Very good! This improves readability a lot. However, you still do not understand your own algorithm, and by the remaining convolutedness of your code you deprive yourself of the opportunity to understand it. To wit: Inline everything. First your original code, with minor changes to printing and without multithreading:
function MWE() :: Nothing
L1 = 10000
L2 = 10000
Ti = 10.0
Tf = 0.1
b = 0.8
Input1 = init(L1, L2)
Input2 = init(L1, L2)
while Ti > Tf
#println("Integration step @ $(Ti).")
for Iterator in 1 : L1
computeKernel1!(Ti, Iterator, Input1, Input2)
end
for Iterator in 1 : L1
computeKernel2!(Ti, Iterator, Input1, Input2)
end
updateStep!((b - 1) * Ti, Input1, Input2)
Ti = b * Ti
end
println(Input1.Kernel1[1:10])
end
julia> @time MWE()
[2.60948e6, 5.21896e6, 7.82844e6, 1.04379e7, 1.30474e7, 1.56569e7, 1.82664e7, 2.08759e7, 2.34853e7, 2.60948e7]

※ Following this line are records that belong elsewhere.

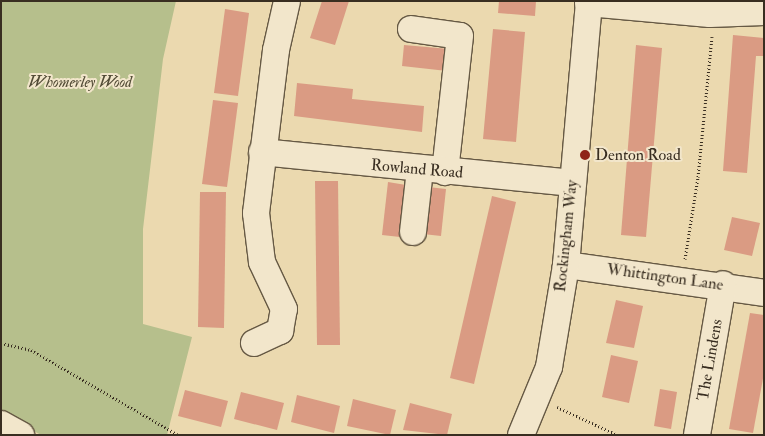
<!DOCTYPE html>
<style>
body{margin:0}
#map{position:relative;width:765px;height:436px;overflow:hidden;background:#ebd9af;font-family:"IM FELL Double Pica",serif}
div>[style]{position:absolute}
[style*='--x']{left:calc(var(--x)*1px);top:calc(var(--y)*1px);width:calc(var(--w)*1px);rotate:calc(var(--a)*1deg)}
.green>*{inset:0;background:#b6bf8c}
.building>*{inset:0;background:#da9b83}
.path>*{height:3px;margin-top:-1.5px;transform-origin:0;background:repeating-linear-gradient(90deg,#392e21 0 1px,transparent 0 3.5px)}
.roads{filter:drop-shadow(1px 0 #665944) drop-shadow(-1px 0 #665944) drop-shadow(0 1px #665944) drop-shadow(0 -1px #665944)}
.minor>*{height:26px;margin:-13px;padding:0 13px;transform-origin:13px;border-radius:13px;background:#f2e6cb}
.dots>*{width:14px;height:14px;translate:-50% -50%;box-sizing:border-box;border:2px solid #f2e6cb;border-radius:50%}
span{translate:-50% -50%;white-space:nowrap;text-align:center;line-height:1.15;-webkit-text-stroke:4px #f2e6cb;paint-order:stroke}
.park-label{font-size:16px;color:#524b36;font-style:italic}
.poi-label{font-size:16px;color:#392e21}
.left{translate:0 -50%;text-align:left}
.street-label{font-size:16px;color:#392e21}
.frame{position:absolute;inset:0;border:2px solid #392e21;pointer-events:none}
</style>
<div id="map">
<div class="green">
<i style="clip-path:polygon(1px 1px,176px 1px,163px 59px,143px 229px,143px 324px,192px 337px,167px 435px,41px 435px,1px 413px)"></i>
</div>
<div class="building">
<i style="clip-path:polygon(322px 1px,349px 1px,335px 45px,310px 38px)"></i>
<i style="clip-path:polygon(499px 1px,536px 1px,535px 16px,498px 13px)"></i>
<i style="clip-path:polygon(225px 9px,249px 13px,238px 96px,214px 93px)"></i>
<i style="clip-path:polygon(493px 29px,525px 32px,516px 142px,483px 139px)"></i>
<i style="clip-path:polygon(733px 35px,764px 38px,764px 56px,756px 56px,747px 173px,723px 171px)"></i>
<i style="clip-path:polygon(404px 45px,449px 49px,447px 71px,402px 66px)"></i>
<i style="clip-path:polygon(636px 45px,662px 48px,646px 237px,621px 235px)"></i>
<i style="clip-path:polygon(297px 83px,353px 89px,352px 99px,424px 106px,422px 132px,294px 116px)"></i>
<i style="clip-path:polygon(213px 100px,238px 103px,227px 187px,202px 184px)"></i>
<i style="clip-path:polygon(315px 181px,338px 181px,340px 345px,317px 345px)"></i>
<i style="clip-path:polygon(388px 182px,406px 185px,400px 237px,382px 235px)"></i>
<i style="clip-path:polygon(428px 187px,446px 189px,441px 236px,423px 234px)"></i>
<i style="clip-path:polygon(200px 192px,226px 192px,224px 328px,198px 327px)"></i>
<i style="clip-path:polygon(492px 196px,516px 202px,474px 384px,450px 378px)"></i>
<i style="clip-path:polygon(732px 217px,760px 223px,752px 256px,724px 250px)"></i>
<i style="clip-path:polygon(616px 300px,643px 306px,634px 348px,606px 343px)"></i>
<i style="clip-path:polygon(750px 313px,764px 315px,764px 373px,753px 433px,729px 429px)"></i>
<i style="clip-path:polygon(611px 355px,638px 361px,629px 403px,602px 397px)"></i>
<i style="clip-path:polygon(660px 389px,677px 392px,671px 429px,654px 426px)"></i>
<i style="clip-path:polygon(185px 390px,228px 401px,221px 427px,178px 416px)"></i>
<i style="clip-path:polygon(241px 392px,284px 403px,277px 430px,234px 419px)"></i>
<i style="clip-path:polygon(297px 395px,340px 406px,334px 433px,291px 422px)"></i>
<i style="clip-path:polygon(353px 399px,396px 410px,390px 435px,347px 426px)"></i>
<i style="clip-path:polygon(410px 403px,452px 414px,447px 435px,403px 430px)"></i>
</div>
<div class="path">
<i style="--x:685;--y:259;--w:83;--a:-81"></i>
<i style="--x:698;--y:177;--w:141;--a:-84.3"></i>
<i style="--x:1;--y:343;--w:31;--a:13"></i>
<i style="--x:31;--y:350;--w:170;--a:30"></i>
<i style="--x:557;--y:407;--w:67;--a:24.7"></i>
</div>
<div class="roads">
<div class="minor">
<i style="--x:588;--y:3;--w:122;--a:5.2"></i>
<i style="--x:710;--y:14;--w:54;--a:-2.1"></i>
<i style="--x:411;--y:29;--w:49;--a:8.1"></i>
<i style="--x:460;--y:36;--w:137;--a:96.3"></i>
<i style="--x:262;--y:152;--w:312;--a:5.7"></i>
<i style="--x:413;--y:232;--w:62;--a:-83.6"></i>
<i style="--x:566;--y:265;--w:200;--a:8"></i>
<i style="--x:254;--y:343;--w:29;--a:-25"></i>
<i style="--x:280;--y:331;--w:22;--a:-80"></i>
<i style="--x:284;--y:309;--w:52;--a:-115.1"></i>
<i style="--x:262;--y:262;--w:49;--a:-97"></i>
<i style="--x:256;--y:213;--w:164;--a:-83"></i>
<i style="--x:276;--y:50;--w:50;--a:-77.3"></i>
<i style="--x:1;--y:424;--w:23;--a:29"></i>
<i style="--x:521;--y:435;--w:74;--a:-67.6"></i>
<i style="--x:549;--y:367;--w:103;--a:-80.5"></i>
<i style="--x:566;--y:265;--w:265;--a:-85"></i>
<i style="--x:697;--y:435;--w:153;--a:-80.2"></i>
</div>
</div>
<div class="dots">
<i style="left:585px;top:155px;background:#8f2418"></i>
</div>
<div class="park-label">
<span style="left:80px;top:82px">Whomerley Wood</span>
</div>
<div class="poi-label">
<span class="left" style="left:595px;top:155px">Denton Road</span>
</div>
<div class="street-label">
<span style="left:417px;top:169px;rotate:5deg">Rowland Road</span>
<span style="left:566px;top:236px;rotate:-84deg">Rockingham Way</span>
<span style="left:665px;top:277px;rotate:8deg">Whittington Lane</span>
<span style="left:710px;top:360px;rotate:-80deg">The Lindens</span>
</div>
<div class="frame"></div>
</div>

48.036136 seconds (48.50 k allocations: 17.141 GiB, 2.87% gc time)
Inline everything:
function MWE2() :: Nothing
L1 = 10000
L2 = 10000
Ti = 10.0
Tf = 0.1
b = 0.8
Input1 = MyStruct(ones(Float64, L1), ones(Float64, L2, L1))
Input2 = MyStruct(ones(Float64, L1), ones(Float64, L2, L1))
while Ti > Tf
# println("Integration step @ $(Ti).")
for Iterator in 1 : L1
let T = Ti
Input2.Kernel1[Iterator] = Input1.Kernel2[Iterator] / T
end
end
for Iterator in 1 : L1
let T = Ti
#computeKernel2!(Ti, Iterator, Input1, Input2)
F = T * first(Input1.Kernel1)
for i in 1 : size(Input1.Kernel2, 1)
Input2.Kernel2[i, Iterator] = F * T * i
end
#integrate!(-T, T, Iterator, Input1, Input2)
let LowerBound = -T, UpperBound = T
for i in 1 : 9
v = LowerBound + i * (UpperBound - LowerBound) / 10.0
F = (UpperBound - LowerBound) / 10.0 * ( v * first(Input2.Kernel1)) * v
for j in 1 : size(Input1.Kernel2, 1)
Input2.Kernel2[j, Iterator] += F * j
end
end
end
end
end
let dT = (b - 1) * Ti
Input1.Kernel1 .+= dT * Input2.Kernel1
Input1.Kernel2 .+= dT * Input2.Kernel2
end
Ti = b * Ti
end
println(Input1.Kernel1[1:10])
end
julia> @time MWE2()
[2.60948e6, 5.21896e6, 7.82844e6, 1.04379e7, 1.30474e7, 1.56569e7, 1.82664e7, 2.08759e7, 2.34853e7, 2.60948e7]
46.487035 seconds (142.37 k allocations: 17.145 GiB, 2.16% gc time)
Now you can refactor your code: Remove mystruct, fix missing dots, possibly replace loops by one-line broadcasts, hoist the integrate loop, remove unneeded temporaries. See that Kernel2[i, j] = Kernel2[i, k]
for every j, k
, so you can cut by a factor of 10000. I am assuming that this is a bug in your code? Don’t think about @threads
until you understand your algorithm, and you don’t understand your algorithm until you know every loop and every dependency. By inlining, loops and dependencies become obvious.